Preserved Lemons

By Veronica46
 

I was thinking that I would like to make more exotic dishes. I have a Tagine in  my cabinet collecting dust. I think I used it only once. So I thought I would make a chicken dish in my Tagine. I found one that you use Preserved Lemons. So I went to the store to purchase Preserved Lemons. I was shocked at the price.  I was thinking that perhaps I should pick another recipe. Later that week I was watching Barefoot Contessa on Food Network and she had a chef making a batch. That chef actually cooked the lemons. I thought to myself, there has to be an easier (and cheaper) way to do this. So after some research, a few lemons, salt and a couple of weeks time, I have my preserved lemons. Now so can you, without the hefty price tag.
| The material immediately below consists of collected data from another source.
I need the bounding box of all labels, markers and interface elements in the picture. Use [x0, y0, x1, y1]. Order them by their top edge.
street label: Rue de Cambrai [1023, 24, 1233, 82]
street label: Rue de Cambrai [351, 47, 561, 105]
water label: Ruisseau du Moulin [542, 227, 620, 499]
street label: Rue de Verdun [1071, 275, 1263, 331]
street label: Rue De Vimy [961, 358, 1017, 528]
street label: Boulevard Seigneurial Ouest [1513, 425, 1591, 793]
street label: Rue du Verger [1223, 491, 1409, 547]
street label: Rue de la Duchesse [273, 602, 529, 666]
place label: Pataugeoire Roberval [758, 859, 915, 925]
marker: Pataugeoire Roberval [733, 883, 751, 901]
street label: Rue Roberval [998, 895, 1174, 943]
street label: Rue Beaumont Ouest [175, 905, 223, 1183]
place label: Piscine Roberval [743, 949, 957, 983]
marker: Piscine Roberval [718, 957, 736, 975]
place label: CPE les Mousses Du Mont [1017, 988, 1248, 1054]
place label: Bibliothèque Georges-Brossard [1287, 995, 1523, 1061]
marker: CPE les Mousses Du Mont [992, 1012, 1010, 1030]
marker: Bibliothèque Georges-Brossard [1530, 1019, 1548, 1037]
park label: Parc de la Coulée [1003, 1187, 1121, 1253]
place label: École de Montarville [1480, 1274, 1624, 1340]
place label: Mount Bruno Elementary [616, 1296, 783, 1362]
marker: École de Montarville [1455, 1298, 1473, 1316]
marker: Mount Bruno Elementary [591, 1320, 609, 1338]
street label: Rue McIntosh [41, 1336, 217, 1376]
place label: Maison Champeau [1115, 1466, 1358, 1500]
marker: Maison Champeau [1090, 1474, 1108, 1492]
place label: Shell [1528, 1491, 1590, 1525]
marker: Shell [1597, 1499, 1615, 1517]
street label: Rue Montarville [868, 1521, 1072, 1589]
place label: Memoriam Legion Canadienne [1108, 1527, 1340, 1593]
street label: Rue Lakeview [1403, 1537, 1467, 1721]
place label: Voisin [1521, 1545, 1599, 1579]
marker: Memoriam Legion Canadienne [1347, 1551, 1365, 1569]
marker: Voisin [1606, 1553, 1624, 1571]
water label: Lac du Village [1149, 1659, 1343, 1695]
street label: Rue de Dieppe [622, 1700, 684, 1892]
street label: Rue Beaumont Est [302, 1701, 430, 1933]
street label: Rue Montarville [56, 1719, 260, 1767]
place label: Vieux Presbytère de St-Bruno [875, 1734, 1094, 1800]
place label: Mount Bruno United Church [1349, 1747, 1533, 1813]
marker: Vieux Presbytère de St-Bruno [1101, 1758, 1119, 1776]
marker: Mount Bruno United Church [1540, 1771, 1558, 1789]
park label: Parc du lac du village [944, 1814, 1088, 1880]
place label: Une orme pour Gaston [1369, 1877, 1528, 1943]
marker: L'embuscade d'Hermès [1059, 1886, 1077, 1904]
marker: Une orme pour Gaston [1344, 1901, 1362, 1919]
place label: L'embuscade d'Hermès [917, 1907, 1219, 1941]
Stay tuned for the Chicken dish.

Print Recipe

Preserved Lemons

Ingredients:

4 large lemons
2/3 cup coarse salt (I used Kosher)
1 cup lemon juice

Directions:

Scrub and dry the lemons and cut into wedges not cutting all the way through the lemon. Take a spoon full of salt and pack into the cut parts of the lemon. Transfer to a glass quart canning jar, making sure to pack them in. Using all the salt as you go. Add lemon juice to cover all the lemons. Cover the jar with a tight fitting lid. (Not metal). Let lemons stand at room temperature seven days. Shake jar every so often to redistribute salt and juice. Store covered and chilled for up to six months.